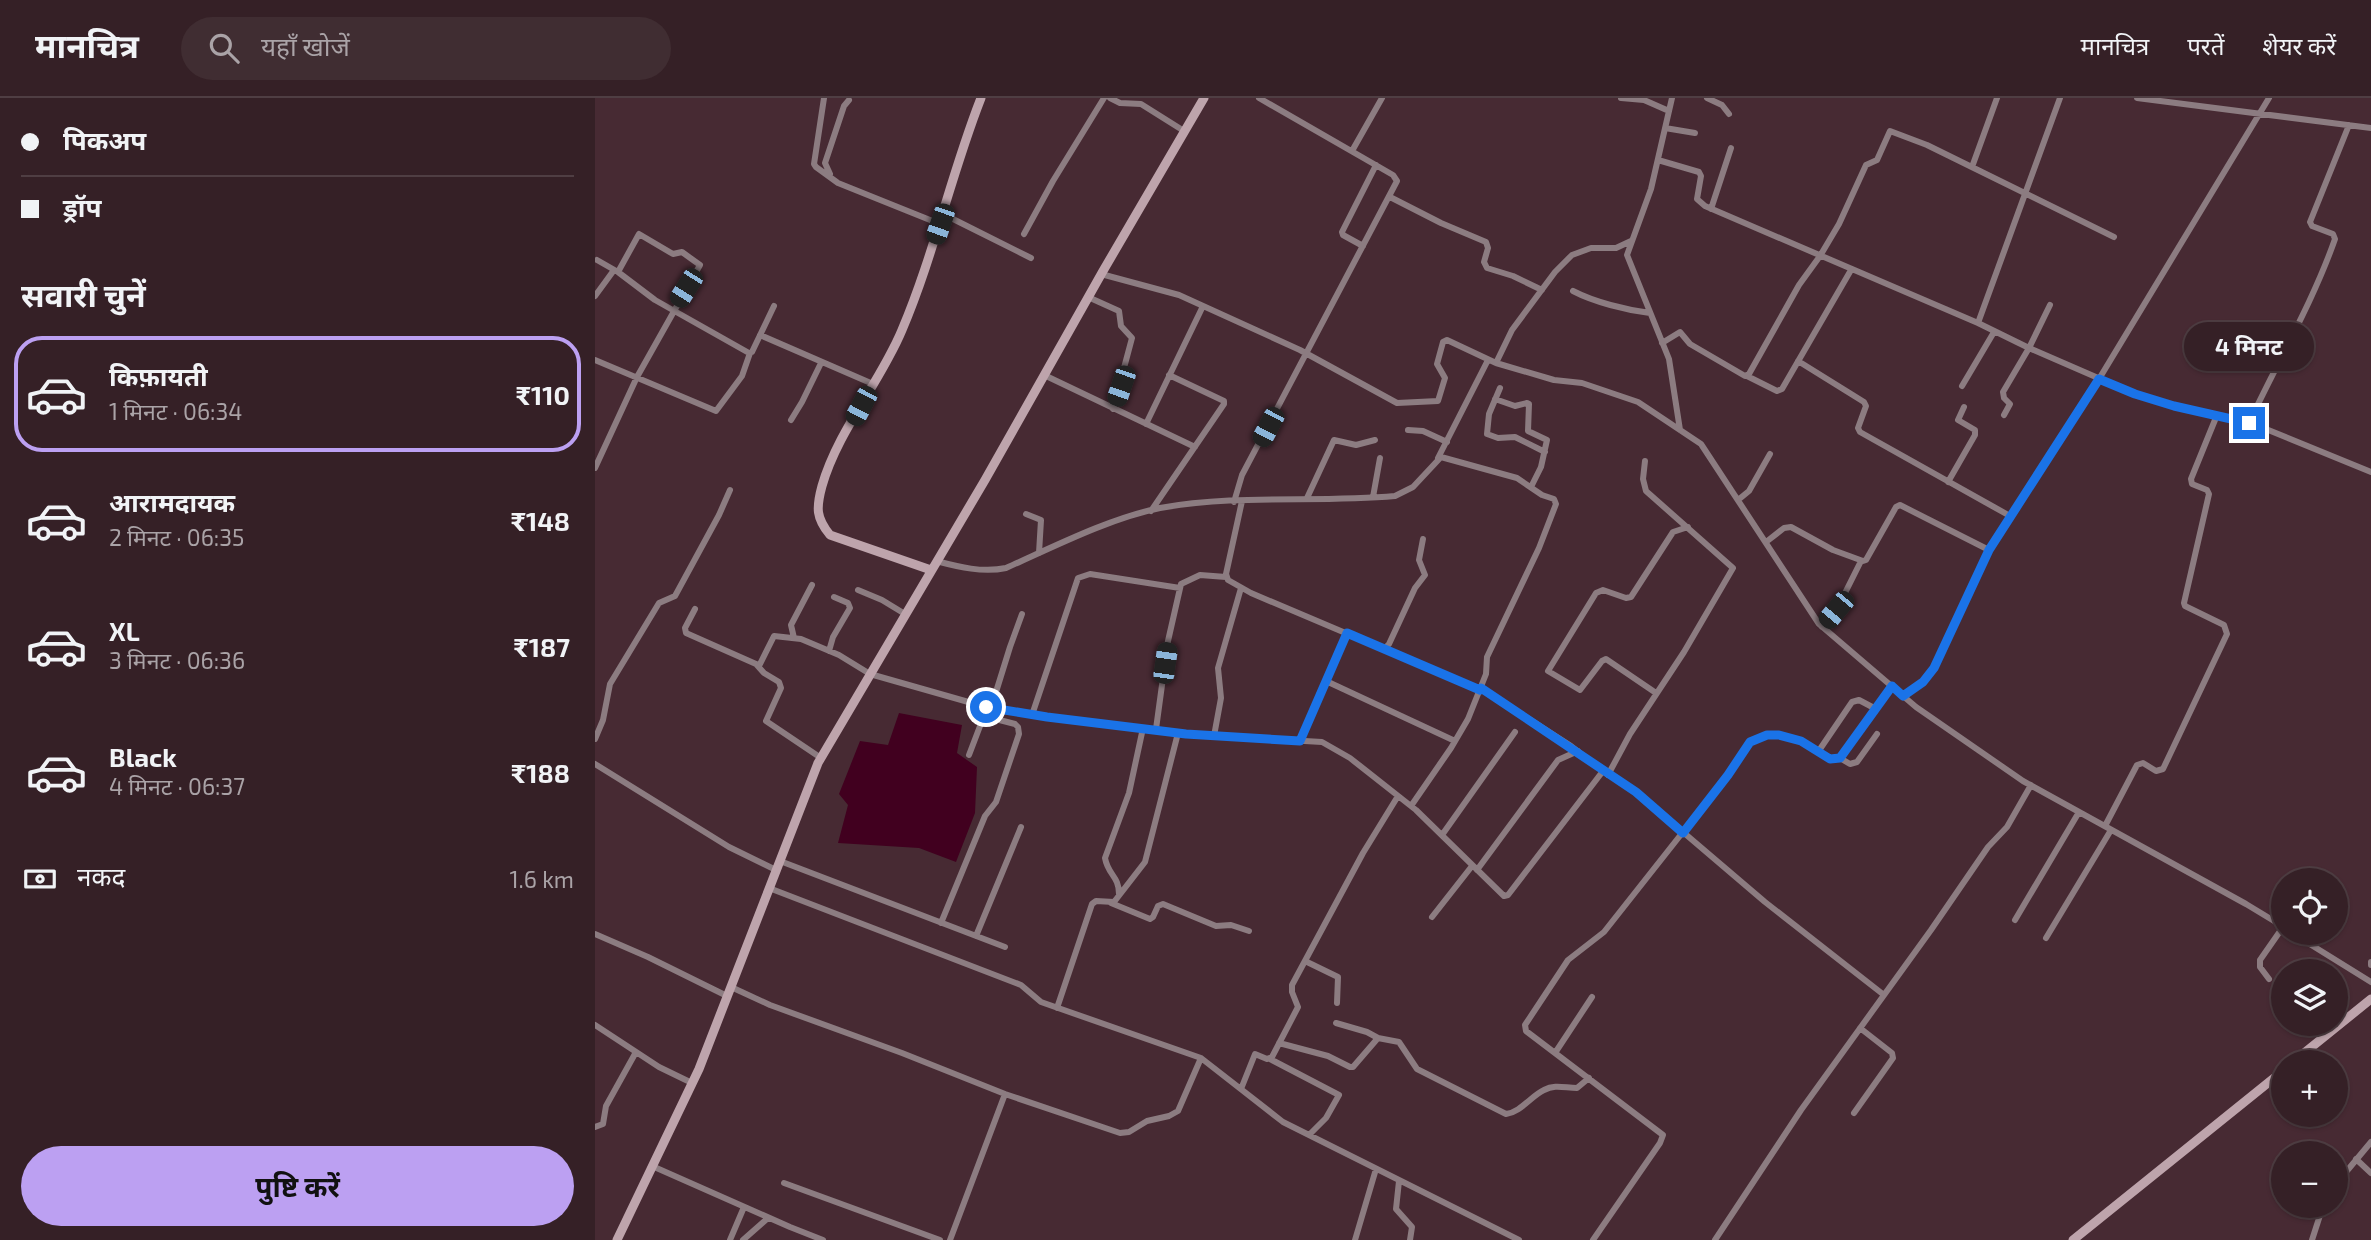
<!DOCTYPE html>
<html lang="hi">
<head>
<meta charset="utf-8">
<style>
  body { margin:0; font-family:"Exo 2","Noto Sans Devanagari",sans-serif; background:#402d32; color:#f1f3f6; height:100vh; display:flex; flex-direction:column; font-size:26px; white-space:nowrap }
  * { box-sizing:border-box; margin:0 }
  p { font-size:23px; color:#aaa3a7 }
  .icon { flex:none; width:38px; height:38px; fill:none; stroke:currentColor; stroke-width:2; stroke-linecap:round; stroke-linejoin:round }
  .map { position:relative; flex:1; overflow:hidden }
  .panel { display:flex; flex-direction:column; background:#352026; width:595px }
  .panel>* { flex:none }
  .guide { display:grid; align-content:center; height:154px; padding:0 21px; background:#352026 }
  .buttons { position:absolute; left:1676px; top:770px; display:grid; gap:14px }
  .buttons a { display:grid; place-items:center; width:77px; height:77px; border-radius:50%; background:#352026; box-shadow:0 2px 5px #0004,0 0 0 2px #4f3e43; font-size:35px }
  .end { position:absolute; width:32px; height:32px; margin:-16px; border:9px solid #1a73e8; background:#fff; box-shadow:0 0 0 4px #fff }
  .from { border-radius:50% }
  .bubble { position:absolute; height:49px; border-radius:24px; background:#352026; box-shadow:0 2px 5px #0004,0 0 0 2px #4f3e43; font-size:23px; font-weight:700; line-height:49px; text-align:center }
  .car { position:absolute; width:21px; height:42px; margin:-21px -10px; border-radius:9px; box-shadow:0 0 5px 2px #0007; background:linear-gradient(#222 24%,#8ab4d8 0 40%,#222 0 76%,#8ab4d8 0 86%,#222 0) }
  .guide b { display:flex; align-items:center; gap:24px; height:66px; font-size:26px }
  .guide b+b { border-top:2px solid #4f3e43 }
  .guide i { width:18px; height:18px; background:#f1f3f6 }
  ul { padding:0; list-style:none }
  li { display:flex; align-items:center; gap:21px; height:116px; margin:0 14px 10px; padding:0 7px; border:4px solid transparent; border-radius:28px }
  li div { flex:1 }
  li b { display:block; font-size:26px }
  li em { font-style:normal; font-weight:700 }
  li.current { border-color:#bca0f2 }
  li>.icon { width:63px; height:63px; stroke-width:1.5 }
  h2 { padding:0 21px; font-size:32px; line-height:84px }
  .pay { display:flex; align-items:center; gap:18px; height:77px; padding:0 21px; font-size:26px }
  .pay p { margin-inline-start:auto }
  .action { display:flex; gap:14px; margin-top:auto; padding:14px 21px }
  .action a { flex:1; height:80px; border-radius:42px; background:#bca0f2; color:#111; font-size:28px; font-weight:700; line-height:80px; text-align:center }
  header { display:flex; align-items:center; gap:42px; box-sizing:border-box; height:98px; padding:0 35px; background:#352026; border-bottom:2px solid #4f3e43 }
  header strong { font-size:33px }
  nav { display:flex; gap:38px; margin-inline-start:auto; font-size:24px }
  .search { width:490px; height:63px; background:#402d32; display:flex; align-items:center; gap:18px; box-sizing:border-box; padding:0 24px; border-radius:38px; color:#aaa3a7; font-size:26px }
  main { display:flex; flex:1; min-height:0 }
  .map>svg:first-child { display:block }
</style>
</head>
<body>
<header>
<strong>मानचित्र</strong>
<div class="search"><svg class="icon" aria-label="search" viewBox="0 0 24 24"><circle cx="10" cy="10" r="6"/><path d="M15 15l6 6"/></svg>यहाँ खोजें</div>
<nav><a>मानचित्र</a><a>परतें</a><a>शेयर करें</a></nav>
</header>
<main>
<section class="panel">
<div class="guide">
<b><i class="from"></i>पिकअप</b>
<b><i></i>ड्रॉप</b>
</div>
<h2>सवारी चुनें</h2>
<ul>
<li class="current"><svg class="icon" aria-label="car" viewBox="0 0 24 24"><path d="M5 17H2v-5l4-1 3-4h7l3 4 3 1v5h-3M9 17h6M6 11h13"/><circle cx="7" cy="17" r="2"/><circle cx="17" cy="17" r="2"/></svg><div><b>किफ़ायती</b><p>1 मिनट · 06:34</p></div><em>₹110</em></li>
<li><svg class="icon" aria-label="car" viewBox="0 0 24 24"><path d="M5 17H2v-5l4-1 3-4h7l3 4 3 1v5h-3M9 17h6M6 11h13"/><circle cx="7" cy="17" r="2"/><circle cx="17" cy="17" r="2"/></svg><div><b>आरामदायक</b><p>2 मिनट · 06:35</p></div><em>₹148</em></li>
<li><svg class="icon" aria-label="car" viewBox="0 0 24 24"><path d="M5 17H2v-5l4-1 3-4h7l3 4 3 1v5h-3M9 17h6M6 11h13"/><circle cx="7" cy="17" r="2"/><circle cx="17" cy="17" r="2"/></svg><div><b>XL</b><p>3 मिनट · 06:36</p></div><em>₹187</em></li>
<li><svg class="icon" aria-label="car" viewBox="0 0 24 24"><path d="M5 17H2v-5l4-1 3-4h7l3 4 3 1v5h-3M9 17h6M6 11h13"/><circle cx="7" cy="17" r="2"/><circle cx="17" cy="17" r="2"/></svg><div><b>Black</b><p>4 मिनट · 06:37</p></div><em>₹188</em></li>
</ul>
<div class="pay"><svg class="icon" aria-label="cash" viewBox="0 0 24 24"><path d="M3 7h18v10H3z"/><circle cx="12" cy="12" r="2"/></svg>नकद<p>1.6 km</p></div>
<div class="action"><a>पुष्टि करें</a></div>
</section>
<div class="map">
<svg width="1776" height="1142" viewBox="0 0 1776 1142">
  <rect width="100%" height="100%" fill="#472a33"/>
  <path fill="#41001f" d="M304,615L367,627L362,655L382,669L380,715L361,764L324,750L243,745L253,707L244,696L265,643L293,647Z"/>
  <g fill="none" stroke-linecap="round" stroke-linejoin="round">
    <path stroke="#8c7c81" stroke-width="6" d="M229,0L219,66L221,69L243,85L345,126
      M515,0L525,5L546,6L589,33
      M1026,0L1049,2L1074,13
      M1077,0L1056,91L1032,157L1074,261L1085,332
      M1112,0L1127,7L1134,16
      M1465,0L1383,225L1434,250L1540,296L1579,308L1661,327L1776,374
      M1542,0L1776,30
      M1070,30L1100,35
      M757,53L787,0
      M1063,62L1104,74L1106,78L1102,101L1110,108L1383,225
      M1377,69L1402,0
      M235,76L230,65L249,8L254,2
      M795,99L846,125L891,144L893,150L889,164L892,170L918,178L947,192
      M1116,111L1136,50
      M348,116L436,160
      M429,136L458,83L509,0
      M768,148L748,137L747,134L781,67
      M2,162L23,174L60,202L154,255L157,254L179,208
      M506,176L584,197L705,252L802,305L843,303L850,280L842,266L848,244L852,242L901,265L959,282L987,285L1043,304L1106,346L1224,526L1321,609L1428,683L1651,806L1689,829
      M978,193C999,204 1031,212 1055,215
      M0,198L19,172
      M493,199L524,213L526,228L537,240L518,311
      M165,237L278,286
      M1067,245L1085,234L1095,246L1150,278L1154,276L1204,187L1225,158L1244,126L1271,67L1282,62L1295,33L1332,47L1519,139
      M0,262L121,313L147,278L155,255
      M1203,263L1269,304L1271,308L1263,330L1265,334L1415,418
      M901,265L917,232L960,174L977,157L996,150H1021L1036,143
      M449,277L600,349
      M1152,278L1182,293L1187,291L1256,172
      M1367,288L1399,234
      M905,290L894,316L892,336L903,340L920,339L950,354
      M900,301L920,308L932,305L934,306L933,333L952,342L946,369L936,389
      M1409,317L1415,306L1409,300L1408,294L1434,250L1455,207
      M196,322L207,304L226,265
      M1654,325C1682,265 1718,204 1740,141L1738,136L1717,128L1715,124L1754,27
      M551,326L608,208
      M813,332L828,333L852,344
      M843,360L893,262
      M0,370L42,279L105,167L87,154L78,156L44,136L23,174
      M1353,384L1380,337V332L1363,322L1369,309
      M778,399L785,360
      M712,400L739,342L761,347L780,342
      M1143,402L1154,393L1175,356
      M647,403L631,476L633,482L656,495L885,592
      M639,404L647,377L802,83L798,77L664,0
      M556,413L629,306V303L574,277
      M431,416L446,422L444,455
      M1171,444L1189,430L1196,429L1238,452L1268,463L1271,462L1301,409L1305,407L1394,452
      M341,463C364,469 388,475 411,470C458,449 515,420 565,410C643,396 722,405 800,398L818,389L846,359L922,380L947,397L959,401L961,406L944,450L892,559L891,576L873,621L856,650L816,708
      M263,492L287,502L310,516
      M100,511L90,530L91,535L161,566L169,575L184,584L186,590L171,623L226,660
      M1227,529L1243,509L1266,463
      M199,540L196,527L217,487
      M789,551L794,546L820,490L830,477L824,462L828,441
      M234,553L238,539L255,510L253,505L239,499
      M164,568L179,538L206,541L244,557L275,576L391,609L452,619L591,636L727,644L755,660L821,712L909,798L913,797L1008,673
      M731,583L860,643
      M886,590L976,648L1008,673L1041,694L1170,804L1289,897
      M1061,595L1011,561L1007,563L985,592L953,573L1001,495L1008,492L1031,500L1036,499L1078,434L1093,429
      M1309,598L1328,584L1339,570L1394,452L1504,281L1674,0
      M396,610L415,549L427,516
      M437,617L483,480L495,476L585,490
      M561,631L573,543L586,486L605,477L631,479
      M619,638L626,600L623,570L646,490
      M0,641L8,622L15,586L64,505L80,498L124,417L135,392
      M705,643L752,535
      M1223,654L1257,604L1264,602L1281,611
      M374,657L390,615
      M1245,660L1255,666L1262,664L1282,636
      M0,666L134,749L181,772
      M1013,677L1035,636L1089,554L1138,470L1051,393L1048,381L1050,363
      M1510,728L1542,667L1548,665L1561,673L1568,671L1632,536L1629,527L1590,508L1589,505L1614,396L1612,392L1597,386L1596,381L1622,317
      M847,737L920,634
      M185,763L410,849
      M882,772L963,662L983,653
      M174,790L426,887L446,904L606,960L688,1024L924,1142
      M524,796C524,778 513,777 510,760L534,695L548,630
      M516,805L555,821L558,819L563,808L568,806L621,828L636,827L654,833
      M837,819L877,768
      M1420,822L1484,714
      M346,825L390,718L401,704L424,636L423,629L420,626L389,618
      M1697,835L1776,884
      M0,836L53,859L132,898
      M381,838L426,729
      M1451,840L1516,732
      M710,863L743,879L742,905
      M1776,864V867
      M1674,881L1665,869V862L1688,829
      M136,889L175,907L307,955L410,996L525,1035L534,1034L552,1023L574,1018L583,1013L606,960
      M462,910L497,806L501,803L519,804L550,764L583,635
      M741,925L772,934L783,940
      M0,927L64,969L97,985
      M684,945L733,958L755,969H758L783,940L804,944L822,971L911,1016C926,1014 936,998 949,992C960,986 970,990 982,990L994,980
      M960,955L997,899
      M675,961L744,997L731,1020L714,1037
      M646,991L660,956L672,961L677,959L703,909L697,894V887L768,755L803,698
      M1259,1015L1298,960L1297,955L1265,930
      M0,1029L8,1026L11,1008L41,954
      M1761,1061L1776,1075
      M57,1068L195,1129L228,1142
      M804,1083L801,1111L817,1129L815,1142
      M189,1085L345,1142
      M1741,1086L1776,1044
      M135,1142L149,1109
      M148,1142L173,1120
      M355,1142L410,996
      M760,1142L781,1071
      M998,1142L1065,1045L1068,1037L931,933L930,927L973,862L1009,834L1129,682L1155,644L1172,637H1184L1206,643L1235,661L1245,660L1297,588
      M1120,1142L1206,1012L1336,832L1393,749L1412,729L1436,687
      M1717,1142L1728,1108"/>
    <path stroke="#bea4ac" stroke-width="9" d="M336,472L235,437C221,420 221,410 227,388C243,332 285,285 307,232C339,157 356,76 386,0
      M1698,964L1776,901
      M22,1142L104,971L223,665L390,382L508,173L609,0
      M1478,1142L1689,972"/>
  </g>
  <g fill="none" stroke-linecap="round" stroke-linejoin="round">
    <path stroke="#1a73e8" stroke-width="9" d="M391,609L452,619L591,636L705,643L752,535L885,592L886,590L1041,694L1088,735L1133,677L1155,644L1172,637H1184L1206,643L1235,661L1245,660L1297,588L1308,598L1328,584L1339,570L1394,452L1504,281L1540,296L1579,308L1654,325"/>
  </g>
</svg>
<div class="buttons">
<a><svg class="icon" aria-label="locate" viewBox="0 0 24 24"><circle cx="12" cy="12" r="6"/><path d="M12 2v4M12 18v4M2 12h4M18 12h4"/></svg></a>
<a><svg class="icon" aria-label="layers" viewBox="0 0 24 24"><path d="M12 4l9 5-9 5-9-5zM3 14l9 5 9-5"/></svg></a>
<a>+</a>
<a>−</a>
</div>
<i class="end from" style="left:391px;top:609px"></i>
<i class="end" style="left:1654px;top:325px"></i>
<div class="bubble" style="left:1589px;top:224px;width:130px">4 मिनट</div>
<i class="car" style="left:345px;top:126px;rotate:199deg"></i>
<i class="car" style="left:91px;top:190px;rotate:212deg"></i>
<i class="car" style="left:526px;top:288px;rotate:199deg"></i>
<i class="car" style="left:266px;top:308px;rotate:208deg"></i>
<i class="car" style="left:673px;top:329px;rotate:208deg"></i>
<i class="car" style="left:1241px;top:512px;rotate:220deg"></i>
<i class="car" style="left:570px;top:565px;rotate:8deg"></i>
</div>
</main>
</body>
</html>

:: Assigned task ::
Looking at the records above, work out how many lines include the string "absolute". Give the number and nothing else.

:: Response ::
4